Work order: Copy every entry precisely.

Source records START

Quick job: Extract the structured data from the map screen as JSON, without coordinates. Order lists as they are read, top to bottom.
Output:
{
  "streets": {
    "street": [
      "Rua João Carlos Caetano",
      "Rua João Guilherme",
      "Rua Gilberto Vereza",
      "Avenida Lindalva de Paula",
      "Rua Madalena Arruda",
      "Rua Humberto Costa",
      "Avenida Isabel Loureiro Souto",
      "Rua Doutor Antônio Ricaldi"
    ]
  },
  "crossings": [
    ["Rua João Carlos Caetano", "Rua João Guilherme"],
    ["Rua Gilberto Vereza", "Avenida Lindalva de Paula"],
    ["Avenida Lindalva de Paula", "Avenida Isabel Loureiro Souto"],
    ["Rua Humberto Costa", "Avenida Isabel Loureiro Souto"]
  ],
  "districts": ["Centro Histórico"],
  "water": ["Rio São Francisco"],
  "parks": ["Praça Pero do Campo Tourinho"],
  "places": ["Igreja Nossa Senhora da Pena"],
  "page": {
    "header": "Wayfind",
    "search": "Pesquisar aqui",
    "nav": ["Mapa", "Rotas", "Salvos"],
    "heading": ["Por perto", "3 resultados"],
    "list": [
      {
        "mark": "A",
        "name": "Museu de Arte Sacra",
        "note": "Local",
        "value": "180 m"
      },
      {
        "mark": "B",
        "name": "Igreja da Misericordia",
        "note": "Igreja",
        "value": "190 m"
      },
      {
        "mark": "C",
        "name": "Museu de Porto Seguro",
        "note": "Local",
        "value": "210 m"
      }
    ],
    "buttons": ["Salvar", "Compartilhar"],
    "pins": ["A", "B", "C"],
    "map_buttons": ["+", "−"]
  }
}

Source records END

Result for this task:
Quick job: Extract the structured data from the map screen as JSON, without coordinates. Order lists as they are read, top to bottom.
Output:
{
  "streets": {
    "street": [
      "Rua João Carlos Caetano",
      "Rua João Guilherme",
      "Rua Gilberto Vereza",
      "Avenida Lindalva de Paula",
      "Rua Madalena Arruda",
      "Rua Humberto Costa",
      "Avenida Isabel Loureiro Souto",
      "Rua Doutor Antônio Ricaldi"
    ]
  },
  "crossings": [
    ["Rua João Carlos Caetano", "Rua João Guilherme"],
    ["Rua Gilberto Vereza", "Avenida Lindalva de Paula"],
    ["Avenida Lindalva de Paula", "Avenida Isabel Loureiro Souto"],
    ["Rua Humberto Costa", "Avenida Isabel Loureiro Souto"]
  ],
  "districts": ["Centro Histórico"],
  "water": ["Rio São Francisco"],
  "parks": ["Praça Pero do Campo Tourinho"],
  "places": ["Igreja Nossa Senhora da Pena"],
  "page": {
    "header": "Wayfind",
    "search": "Pesquisar aqui",
    "nav": ["Mapa", "Rotas", "Salvos"],
    "heading": ["Por perto", "3 resultados"],
    "list": [
      {
        "mark": "A",
        "name": "Museu de Arte Sacra",
        "note": "Local",
        "value": "180 m"
      },
      {
        "mark": "B",
        "name": "Igreja da Misericordia",
        "note": "Igreja",
        "value": "190 m"
      },
      {
        "mark": "C",
        "name": "Museu de Porto Seguro",
        "note": "Local",
        "value": "210 m"
      }
    ],
    "buttons": ["Salvar", "Compartilhar"],
    "pins": ["A", "B", "C"],
    "map_buttons": ["+", "−"]
  }
}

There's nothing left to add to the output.